Rivers of boiling blood, that was what the killer had turned his victims' bodies into. The Wood of Suicides, where the naked forms of men, women, and children dangled from thorny prongs of dead trees like so much litter and parchment; vile creatures such as the flying Geryon, Minotaurs, Centaurs guarding vestibules and black corridors, monsters at every turn, and those souls damned to living out putrid lives in the land of Dis or Satan, inside the body of the beast.

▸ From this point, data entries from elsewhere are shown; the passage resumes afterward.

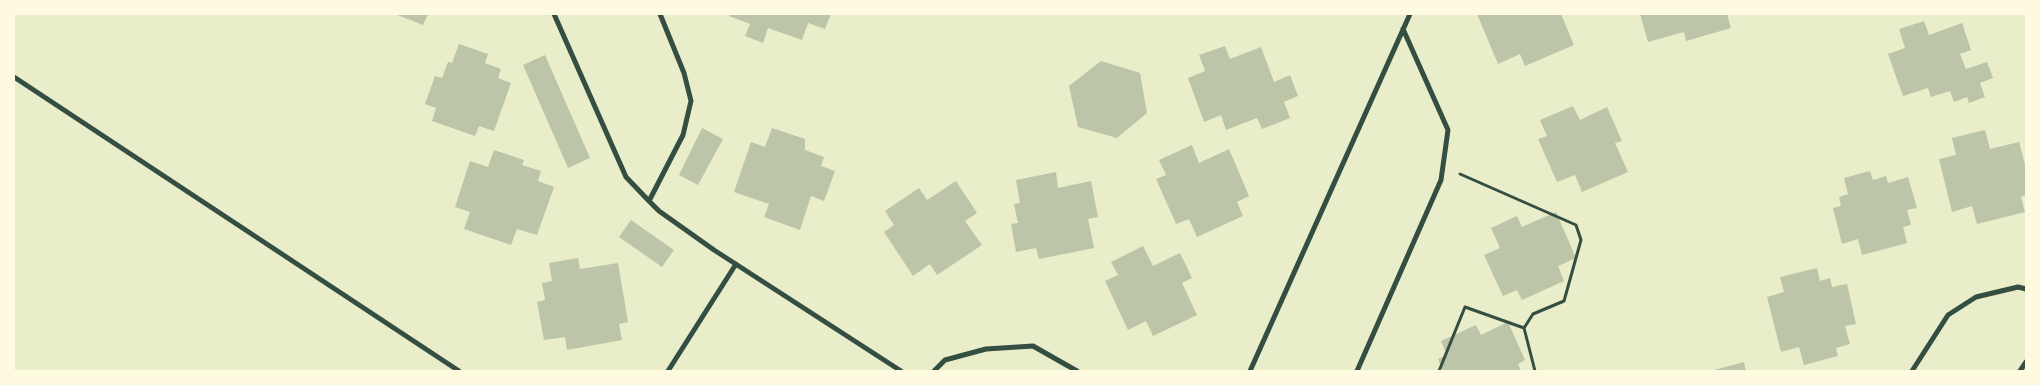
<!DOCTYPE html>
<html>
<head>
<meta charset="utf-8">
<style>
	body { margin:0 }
	#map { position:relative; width:2040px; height:385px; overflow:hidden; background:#e9edc9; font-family:Roboto,sans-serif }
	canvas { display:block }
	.frame { position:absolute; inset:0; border:15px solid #fefae0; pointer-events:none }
</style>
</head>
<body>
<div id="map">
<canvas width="2040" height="385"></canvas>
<div class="frame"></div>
</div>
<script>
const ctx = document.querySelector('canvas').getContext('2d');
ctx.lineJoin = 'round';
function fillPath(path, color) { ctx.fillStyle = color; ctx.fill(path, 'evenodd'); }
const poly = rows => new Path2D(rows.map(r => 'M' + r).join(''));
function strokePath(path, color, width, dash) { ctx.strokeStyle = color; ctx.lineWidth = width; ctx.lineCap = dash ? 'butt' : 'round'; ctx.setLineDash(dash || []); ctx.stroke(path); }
fillPath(poly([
	[395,14,428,14,423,25],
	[730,14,831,14,825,29,808,23,802,40,768,28,763,43,745,36,750,24,729,16],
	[1477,14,1561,14,1574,45,1525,66,1520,54,1498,64],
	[1640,14,1727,14,1731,28,1686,41,1684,32,1648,42],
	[1924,21,1929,35,1962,23,1971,50,1960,54,1966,69,1987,62,1993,78,1980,83,1985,97,1969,103,1967,97,1954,102,1950,91,1931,97,1928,88,1903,96,1888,54,1905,48,1899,29],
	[459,44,488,54,485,63,501,69,498,78,511,83,494,131,479,126,475,136,432,121,436,108,425,104,435,76,442,78,448,62,452,63],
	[1225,46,1230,59,1261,47,1274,82,1290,75,1298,96,1284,102,1290,118,1262,129,1257,118,1226,130,1221,115,1204,122,1188,78,1205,71,1199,55],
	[545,55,590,158,568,168,523,65],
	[1101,61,1140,73,1147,113,1117,138,1078,127,1069,86],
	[1573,106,1580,120,1607,107,1622,141,1615,143,1628,172,1582,192,1575,175,1557,182,1538,139,1547,136,1540,120],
	[702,128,723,139,698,185,679,175],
	[772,128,805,139,805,150,824,157,821,166,835,171,824,201,811,196,800,230,764,217,769,204,734,192,751,142,765,147],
	[1985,130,1990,149,2019,142,2026,168,2026,195,2021,197,2025,212,1977,224,1972,206,1952,212,1939,159,1956,155,1952,138],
	[1192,145,1199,163,1229,149,1249,196,1237,202,1243,216,1197,237,1189,219,1176,224,1156,179,1166,175,1159,160],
	[494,150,524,160,522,165,541,171,538,181,554,187,537,235,517,229,511,245,464,229,470,212,455,207,470,161,488,167],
	[1870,171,1873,180,1886,176,1888,183,1908,177,1917,208,1907,210,1911,225,1903,227,1907,243,1862,255,1858,239,1842,244,1833,208,1841,206,1839,197,1848,194,1844,178],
	[1056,172,1058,188,1091,181,1098,217,1088,219,1094,248,1039,259,1036,248,1016,252,1011,224,1018,223,1014,204,1020,203,1016,180],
	[956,181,977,213,965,221,982,245,937,275,930,264,913,276,884,232,894,225,885,211,919,188,927,200],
	[1556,212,1576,258,1558,266,1564,281,1522,300,1517,290,1503,296,1484,255,1500,248,1491,228,1517,216,1522,227],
	[631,220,674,250,662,267,619,237],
	[1143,246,1153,266,1180,253,1192,278,1182,283,1197,315,1153,336,1146,321,1128,330,1105,281,1118,275,1111,262],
	[578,258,580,269,618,263,628,322,619,324,622,340,567,350,565,337,544,340,537,302,545,300,542,283,552,281,549,263],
	[1817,268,1820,281,1830,278,1832,287,1847,284,1856,324,1845,326,1850,344,1836,348,1838,356,1804,365,1799,347,1781,352,1767,297,1784,292,1780,277],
	[1508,322,1525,360,1518,364,1521,371,1443,371,1438,359,1447,355,1441,341,1476,325,1481,335],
	[1744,362,1746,371,1711,371]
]), '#bcc5a7');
strokePath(poly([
	[1524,328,1535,371],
	[1439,371,1465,307,1524,328,1533,314,1564,301,1581,240,1576,225,1460,174]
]), '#344e41', 3);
strokePath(poly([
	[554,14,626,177,649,201,659,211,714,250,901,371],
	[14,77,459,371],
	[649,201,683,135,691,101,684,73,660,14],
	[668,371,736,264],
	[934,371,945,360,986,349,1033,346,1077,371],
	[1250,371,1410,14],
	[1357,371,1441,180,1448,130,1403,29],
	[1912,371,1948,315,1976,297,2018,287,2026,289],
	[2020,371,2026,362]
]), '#344e41', 5);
</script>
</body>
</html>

She read on and recalled the Furies, Medusa, and the Harpies, all of whom peopled Satan's world, an enormous inverted, three-dimensional mountain created when Satan and all his followers fell to the earth. She skimmed, recalling far more than she now read. Some said the Grand Canyon was created by Satan's fall to Earth.
Her eyes grew weary over the words, and for a time she felt alone with the mad Phantom, alone with the Devil. And she lay on the covered bed in her ro
om here at the Little America Hotel in Salt Lake City, and here she nodded off with Dante's elaborate, allegorical window into Hell on her lap.
It was six twenty-five now, a light pattering rain having begun at the windows when the nightmare result of her cramming metamorphosed into a garish dream that carried her along a spiraling red river of blood without any chance of refusing. It was a river filled with muck and putrid odors so horrid they could not be swallowed. She felt herself going down into the deepest recesses of the human psyche where the demons dwelled, although some of the shadows in the room with her seemed corporeal enough to shake her from slumber. In the dark underworld, she saw herself staring back at her.
On waking, she shuddered, clawed her way to a sitting position on the made bed, and picked up the phone's receiver. She again dialed for J. T. at Ruby Inn in Bryce to inform him of the breakthrough, that the killer was working with the Dante mythos.
This time she got through. Obviously John had gotten a room at the inn, for they patched her through to his room.
"Jess, thank God, I've been worried sick about you," he almost shouted. "Where are you?"
Jessica thought she heard a voice in the background. "Are you alone?"
"Not entirely, no."
"Well, good for you. The breakfast waitress?"
"How'd you guess?"
She told him her whereabouts and updated him on the search for the killer, and as J. T. calmed, she informed him of the Dante connection. "That's wonderful news," he told her, adding, "and I have some good news, too. We located the bus he's been traveling on all this time."
She saw the noose tightening for Charon and Nessus. "Miraculous! How'd you do it?"
''Blood, sweat, tears, and a search under the registration of a Chris Dunlap. Bishop's idea."
"Bishop's there with you-good. Now tell me what you've got."
"No, Warren's probably in Salt Lake by now, Jess. You've got to get over to the Hilton. That's where Bishop will be, flushing this creep out. He's got his number now. He knows the tour number, the bus plate, and by now the creep's room number. It's just a matter of time now."